Below this sentence is a listing; return exactly its lines from the one with "display:flex; gap:33px; margin-inline-start:auto;" to the one with "fill:#a9a6a0; stroke:#716f6b; stroke-width:1.5", both kept, and nothing more.
═══
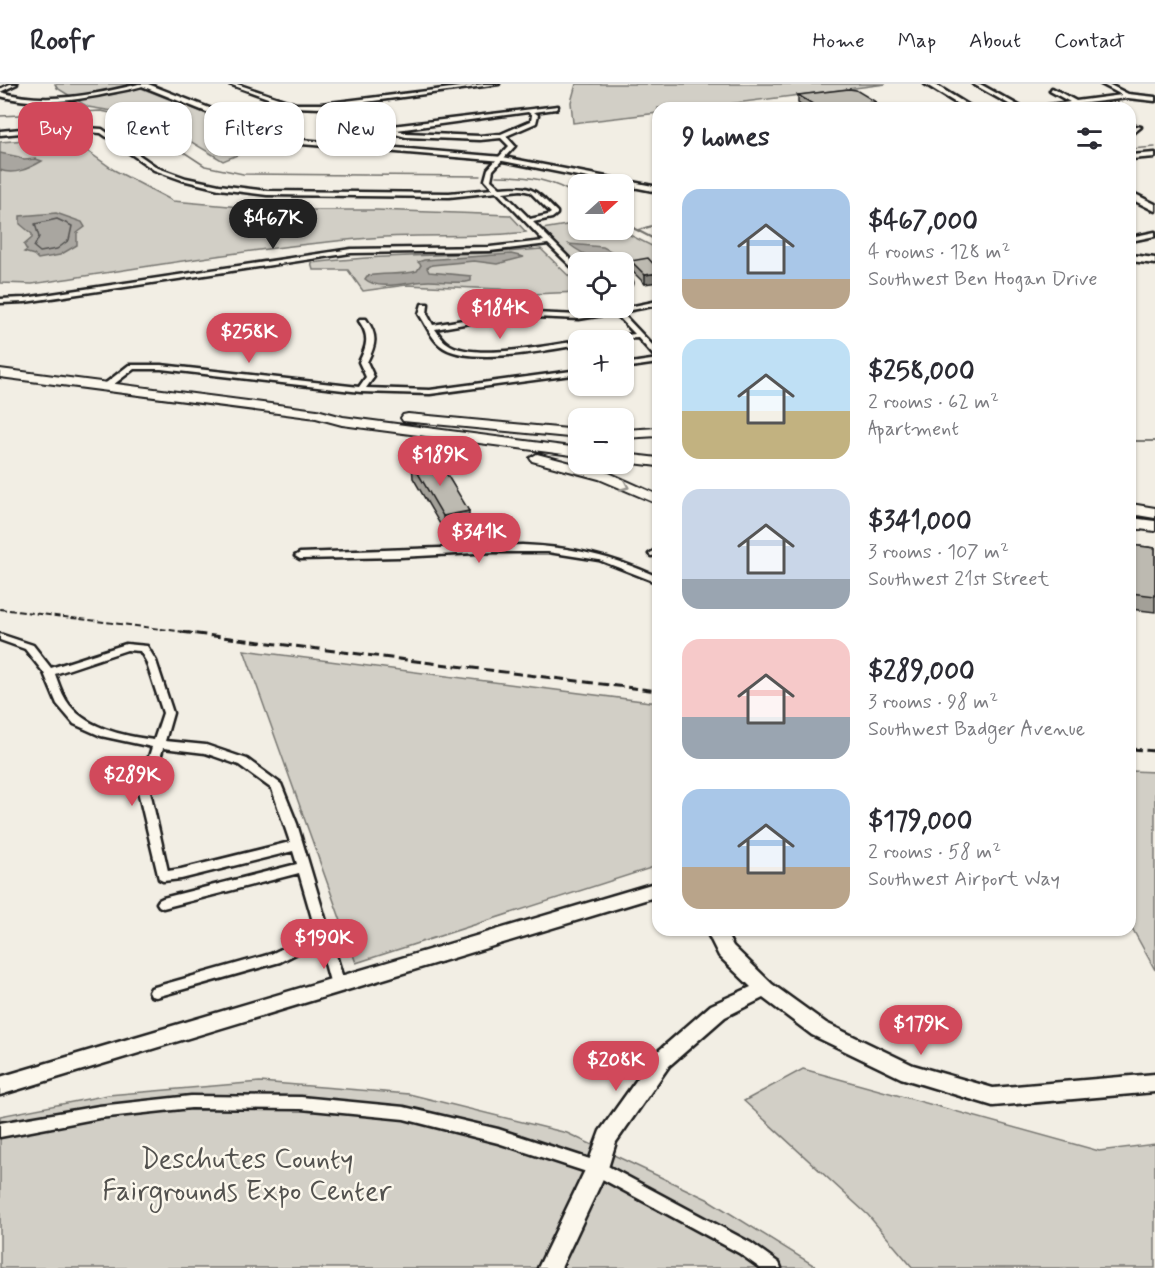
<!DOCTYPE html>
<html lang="en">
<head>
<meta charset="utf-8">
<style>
	:root { --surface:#fff; --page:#f7f7f7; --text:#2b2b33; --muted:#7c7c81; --line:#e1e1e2; --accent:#d1495b }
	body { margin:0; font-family:Mynerve,sans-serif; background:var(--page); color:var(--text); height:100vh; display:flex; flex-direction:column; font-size:22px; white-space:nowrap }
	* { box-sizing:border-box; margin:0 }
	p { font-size:20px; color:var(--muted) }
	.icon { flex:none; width:33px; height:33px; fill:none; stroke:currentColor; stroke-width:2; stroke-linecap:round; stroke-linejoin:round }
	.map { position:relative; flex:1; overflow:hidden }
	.details { position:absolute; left:652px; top:18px; width:484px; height:834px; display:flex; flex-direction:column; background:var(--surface); border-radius:18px; box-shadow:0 2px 4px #0004 }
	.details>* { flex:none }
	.guide { position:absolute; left:18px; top:18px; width:544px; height:54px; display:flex; gap:12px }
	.needle { width:39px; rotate:69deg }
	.controls { position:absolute; left:568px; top:90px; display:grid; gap:12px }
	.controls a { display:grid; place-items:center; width:66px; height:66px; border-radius:12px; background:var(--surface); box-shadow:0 2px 4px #0004; font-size:30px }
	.price { position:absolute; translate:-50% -51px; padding:0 14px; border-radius:21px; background:var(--accent); color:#fff; font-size:20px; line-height:39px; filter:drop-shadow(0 2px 3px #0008) }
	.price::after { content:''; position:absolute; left:50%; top:36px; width:18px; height:14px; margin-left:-9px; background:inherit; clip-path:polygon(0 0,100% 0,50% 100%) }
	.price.selected { background:#222; color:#fff }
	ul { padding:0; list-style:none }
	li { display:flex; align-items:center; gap:18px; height:150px; padding:0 30px }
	li span { display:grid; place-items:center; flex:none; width:168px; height:120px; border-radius:18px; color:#555 }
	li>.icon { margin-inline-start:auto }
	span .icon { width:72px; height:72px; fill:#fffc; stroke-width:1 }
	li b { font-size:26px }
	h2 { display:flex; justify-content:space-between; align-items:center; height:72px; padding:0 30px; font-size:26px }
	.pill { padding:0 21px; border-radius:18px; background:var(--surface); box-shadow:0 2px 4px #0004; font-size:21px; line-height:54px }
	.pill.selected { background:var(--accent); color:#fff }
	header { display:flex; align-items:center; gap:36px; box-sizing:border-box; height:84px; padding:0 30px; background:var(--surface); border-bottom:2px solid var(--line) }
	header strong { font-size:28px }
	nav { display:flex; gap:33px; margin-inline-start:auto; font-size:21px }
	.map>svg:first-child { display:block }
	.green { fill:#d2cfc6; stroke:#777671; stroke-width:1.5 }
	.water { fill:#a9a6a0; stroke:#716f6b; stroke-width:1.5 }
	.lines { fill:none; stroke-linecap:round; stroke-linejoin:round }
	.shore { stroke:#545351; stroke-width:1.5 }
	.stream-far1 { stroke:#716f6b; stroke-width:1.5 }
	.stream { stroke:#716f6b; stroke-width:2 }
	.street-casing { stroke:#1c1c1c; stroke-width:5 }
	.secondary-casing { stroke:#1c1c1c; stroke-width:5 }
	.highway-casing { stroke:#1c1c1c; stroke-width:4 }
	.street { fill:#fbf7ec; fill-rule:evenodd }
	.secondary { fill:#fbf7ec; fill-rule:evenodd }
	.highway { fill:#fbf7ec; fill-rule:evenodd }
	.rail-far1 { stroke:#1c1c1c; stroke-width:2; stroke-dasharray:6 3; stroke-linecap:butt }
	.rail { stroke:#1c1c1c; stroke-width:3; stroke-dasharray:10 4.5; stroke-linecap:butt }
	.wall { fill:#a3a098; stroke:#1c1c1c; stroke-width:1.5 }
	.shaded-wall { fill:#84827c; stroke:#1c1c1c; stroke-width:1.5 }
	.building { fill:#bdbab1; stroke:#1c1c1c; stroke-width:1.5 }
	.oneway { stroke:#97948e }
	.labels { text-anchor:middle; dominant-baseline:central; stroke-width:5; stroke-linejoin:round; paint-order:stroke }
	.near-park-label { font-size:28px; fill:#53524f; stroke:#fbf7ec }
</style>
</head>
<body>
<header>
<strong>Roofr</strong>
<nav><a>Home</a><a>Map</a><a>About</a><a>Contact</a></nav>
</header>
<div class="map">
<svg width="1155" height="1184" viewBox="0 0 1155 1184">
	<rect width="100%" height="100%" fill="#f2eee4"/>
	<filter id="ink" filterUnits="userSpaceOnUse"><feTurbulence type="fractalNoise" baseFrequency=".0167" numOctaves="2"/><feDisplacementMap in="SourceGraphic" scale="12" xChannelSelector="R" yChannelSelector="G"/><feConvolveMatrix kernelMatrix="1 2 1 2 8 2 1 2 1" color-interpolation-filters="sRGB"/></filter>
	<g filter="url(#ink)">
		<path class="green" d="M55,0H131L273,56L223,77L150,33L88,23L57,4Z
			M576,0H886L697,24H658V29L573,39L571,18Z
			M54,54L76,59L114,86L173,117L274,126H376L510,131L526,148C479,154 432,150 385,153C267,161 149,183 32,200L0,199V58Z
			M579,139V146H620L658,165V185C646,180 636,183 624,189V178H579V182L542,145Z
			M541,165L579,202V208L532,210L499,205L406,201L363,207L348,186H313L311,179C388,169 464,173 541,165Z
			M244,566L658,619L657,782L356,879Z
			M1131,687L1155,688V886L1131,842Z
			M803,985L1099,1067L1155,1060V1184H913L868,1131L744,1017Z
			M260,998L409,1010L567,1049L707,1115L818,1184H0V1032L108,1011Z"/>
		<path class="water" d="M0,69L19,73L24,76L36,75L42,77C30,84 14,92 0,86Z
			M56,129L82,138L85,143L77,149V161L60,171L38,175L34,171L24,168L27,166L24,161L32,154V150L20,140V132Z
			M569,160L603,163L626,175C607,182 584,172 569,160Z
			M511,170L524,173L497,180L474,177L432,181L427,184L429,188L471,192V197L466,198C454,199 441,197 429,197C411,197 379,208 365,195L367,192C384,188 400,192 417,187L421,181L418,178L424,176Z"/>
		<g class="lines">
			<path class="shore" d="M57,135L72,142L69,156L57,165L40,168L34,163L39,153L35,140Z"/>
			<path class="stream-far1" d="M0,32L101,27L130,33L205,82L243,90L480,92
				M1131,65L1155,63
				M496,92C528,92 552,95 579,113
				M624,139L634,144
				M644,144L658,140"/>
			<path class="stream" d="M631,143L658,157
				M638,146L649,143
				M1131,357H1155"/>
			<g class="street-casing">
				<path id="street" d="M10,0H17L0,8C45,21 94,11 139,0H148C138,4 126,6 116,8C78,16 38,23 0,12V5Z
					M229,0H237L296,20H321L484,0H499L321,24L293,23Z
					M973,0H980L1023,24H1016Z
					M1101,0H1108L1128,10L1155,13V17L1128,14L1045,24H1029L1070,18L1050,7L1052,4L1076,17L1122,11Z
					M558,22L556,25L534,28L538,31L536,39L506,52L515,62L493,86L491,96L500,104C533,101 534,105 557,128V130L552,134L533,138L579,184V190L548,160L490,167L351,169L25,218L0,219V215L25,214L351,165L490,163L544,157L497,108L449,113L267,111L219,105L182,96L154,86L101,49L53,46L0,51V47L53,42L102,45L158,84L186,94L219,101L267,107L449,109L493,105L485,96L488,85L509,62L501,54L480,56L406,53L395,50L391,46L329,55L326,53L392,42ZM528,28L532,31L531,37L501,50L480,52L406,49L397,46ZM521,106L530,108L551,129L548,131L530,135L503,108Z
					M1136,42L1141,43L1131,51V46Z
					M1155,148V152L1131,157V153Z
					M624,190L632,198V200L624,202Z
					M658,217V221L621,228L658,267V273H655L638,254L599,256L602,254L635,250L615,229L579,235L511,232L435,245C439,250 442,256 447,259C472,278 548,261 579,257V261C547,266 466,283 440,261C431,254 426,240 419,230L422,220H428L427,230L433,241L511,228L579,231L611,225V224H624Z
					M360,235H366C378,252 376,260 367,278L374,293L366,304L430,306L579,286V290L430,310L361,308L161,285H134L109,304H103L102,302L129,281H161L359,303L366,293L359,278C367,262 370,252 359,237Z
					M658,275V279L624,284V280Z
					M522,461C572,463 612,472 658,493V499L599,476L548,468H494L400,473L300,475L295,472L300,469Z
					M658,464V471L651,472L649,470Z
					M0,550L33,561L51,584L126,560L147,562L156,577L173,629L165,657L206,661L247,675L281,700L297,740L345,901L343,905L338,906L333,905L331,901L319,858L280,878L156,913L151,912L149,908L151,904L271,870L316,848L299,789L163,824L159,822L157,819L159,816L163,814L297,780L293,767L181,795L163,797L159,795L138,707L152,663L101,652L74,640L57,620L44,589L25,565L0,556ZM127,566L140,567L146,577L163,629L154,656C124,652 83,644 66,616C61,608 58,598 55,590ZM163,664L205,669L239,681L272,705L290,758L181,785L168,787L150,707Z
					M191,1012L301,1013L404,1023L498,1045L602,1079L751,1159L779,1179L781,1184H760L739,1169L593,1090L498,1059L404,1035L301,1025L191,1024L99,1034L0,1053V1039L99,1022Z"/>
			</g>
			<g class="secondary-casing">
				<path id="secondary" d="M137,0H148L276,50L301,56L503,73L658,103V108L503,77L301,60L271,54Z
					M925,0H934L973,24H964Z
					M1155,69V73L1131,75V71Z
					M1131,108L1155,120V127L1131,115Z
					M1131,171L1155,174V180L1131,177Z
					M658,798V812L0,1011V993Z
					M706,846H724L733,862L772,900L826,939L913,981L993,1004L1155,990V1008L993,1022L901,994L812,951L763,914L725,933L669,982L616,1058L608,1084L561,1184H538L587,1082L600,1047L655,970L711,921L751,903L719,872Z"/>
			</g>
			<g class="highway-casing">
				<path id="highway" d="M0,285L317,326L343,333L579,364V372L342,341L316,334L0,293Z
					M408,330L579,346V354L403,337L401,334L403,331Z
					M658,344V352L624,354V346Z
					M537,370L609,389L658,411V420L599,395L532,377L530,374Z
					M624,370L658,374V382L624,378Z
					M1131,420L1155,424V434L1131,430Z
					M1131,434L1155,437V447L1131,444Z"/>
			</g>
			<use href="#street" class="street"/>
			<use href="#secondary" class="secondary"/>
			<use href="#highway" class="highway"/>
			<path class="rail-far1" d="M0,525L193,549"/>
			<path class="rail" d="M181,548L658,607
				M1131,665L1155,667"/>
		</g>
		<path class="wall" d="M798,11L876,18L875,24H805L798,19Z
			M631,177L658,185L645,200L631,186Z
			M412,379L469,441L444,447L413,394Z
			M1131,461L1155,464V528L1131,525Z"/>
		<path class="shaded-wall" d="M876,18L875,24H862L863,20Z
			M658,189V198L645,200V191Z
			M469,427V441L444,447L443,432Z"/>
		<path class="building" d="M849,5L856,6L876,18L863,20L869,24H819L798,11Z
			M648,174L658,185V189L645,191L631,177Z
			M437,374L469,427L443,432L412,379Z
			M1131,461L1155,464V512L1131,509Z"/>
		<defs><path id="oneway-chevron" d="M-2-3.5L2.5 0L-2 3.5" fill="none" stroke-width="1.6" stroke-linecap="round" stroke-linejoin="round" transform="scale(1.5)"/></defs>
		<use class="oneway" href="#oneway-chevron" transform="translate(625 402) rotate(23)"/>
	</g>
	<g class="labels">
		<g class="near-park-label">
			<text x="247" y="1076">Deschutes County<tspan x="247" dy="32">Fairgrounds Expo Center</tspan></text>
		</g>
	</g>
</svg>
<div class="controls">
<a><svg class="needle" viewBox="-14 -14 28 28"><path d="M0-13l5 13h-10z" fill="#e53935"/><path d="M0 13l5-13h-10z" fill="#7c7c81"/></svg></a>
<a><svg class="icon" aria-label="locate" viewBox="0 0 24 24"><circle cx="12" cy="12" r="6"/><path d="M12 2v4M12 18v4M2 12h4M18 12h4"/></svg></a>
<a>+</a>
<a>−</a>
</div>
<b class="price selected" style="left:273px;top:166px">$467K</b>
<b class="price" style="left:500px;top:256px">$184K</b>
<b class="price" style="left:249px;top:280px">$258K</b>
<b class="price" style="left:440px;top:403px">$189K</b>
<b class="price" style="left:479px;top:480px">$341K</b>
<b class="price" style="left:132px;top:723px">$289K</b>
<b class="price" style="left:324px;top:886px">$190K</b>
<b class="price" style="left:921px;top:972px">$179K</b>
<b class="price" style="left:616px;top:1008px">$208K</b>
<div class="guide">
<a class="pill selected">Buy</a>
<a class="pill">Rent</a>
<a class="pill">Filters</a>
<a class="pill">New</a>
</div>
<section class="details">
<h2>9 homes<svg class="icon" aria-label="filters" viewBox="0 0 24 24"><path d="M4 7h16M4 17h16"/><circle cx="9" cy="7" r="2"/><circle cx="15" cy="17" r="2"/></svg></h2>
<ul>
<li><span style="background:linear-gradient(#a9c7e8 75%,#b9a48a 0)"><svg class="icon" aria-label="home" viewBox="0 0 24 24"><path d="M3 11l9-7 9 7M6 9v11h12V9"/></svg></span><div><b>$467,000</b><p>4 rooms · 128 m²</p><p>Southwest Ben Hogan Drive</p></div></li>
<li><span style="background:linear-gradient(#bfe0f5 60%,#c2b280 0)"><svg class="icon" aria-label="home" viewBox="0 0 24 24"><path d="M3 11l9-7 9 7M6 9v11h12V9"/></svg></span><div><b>$258,000</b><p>2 rooms · 62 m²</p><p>Apartment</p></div></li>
<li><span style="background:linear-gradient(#c9d6e8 75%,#9aa5b1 0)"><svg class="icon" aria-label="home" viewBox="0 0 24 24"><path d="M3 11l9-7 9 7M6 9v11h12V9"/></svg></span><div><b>$341,000</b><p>3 rooms · 107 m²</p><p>Southwest 21st Street</p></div></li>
<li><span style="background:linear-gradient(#f6c9c9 65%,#9aa5b1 0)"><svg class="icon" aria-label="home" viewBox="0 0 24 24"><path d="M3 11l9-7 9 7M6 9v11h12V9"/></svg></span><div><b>$289,000</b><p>3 rooms · 98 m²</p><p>Southwest Badger Avenue</p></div></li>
<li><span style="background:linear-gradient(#a9c7e8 65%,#b9a48a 0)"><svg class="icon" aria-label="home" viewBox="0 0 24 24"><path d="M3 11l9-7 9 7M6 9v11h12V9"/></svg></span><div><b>$179,000</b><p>2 rooms · 58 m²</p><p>Southwest Airport Way</p></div></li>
</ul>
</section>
</div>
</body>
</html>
═══
> **RESULT OF THE EXERCISE**
	nav { display:flex; gap:33px; margin-inline-start:auto; font-size:21px }
	.map>svg:first-child { display:block }
	.green { fill:#d2cfc6; stroke:#777671; stroke-width:1.5 }
	.water { fill:#a9a6a0; stroke:#716f6b; stroke-width:1.5 }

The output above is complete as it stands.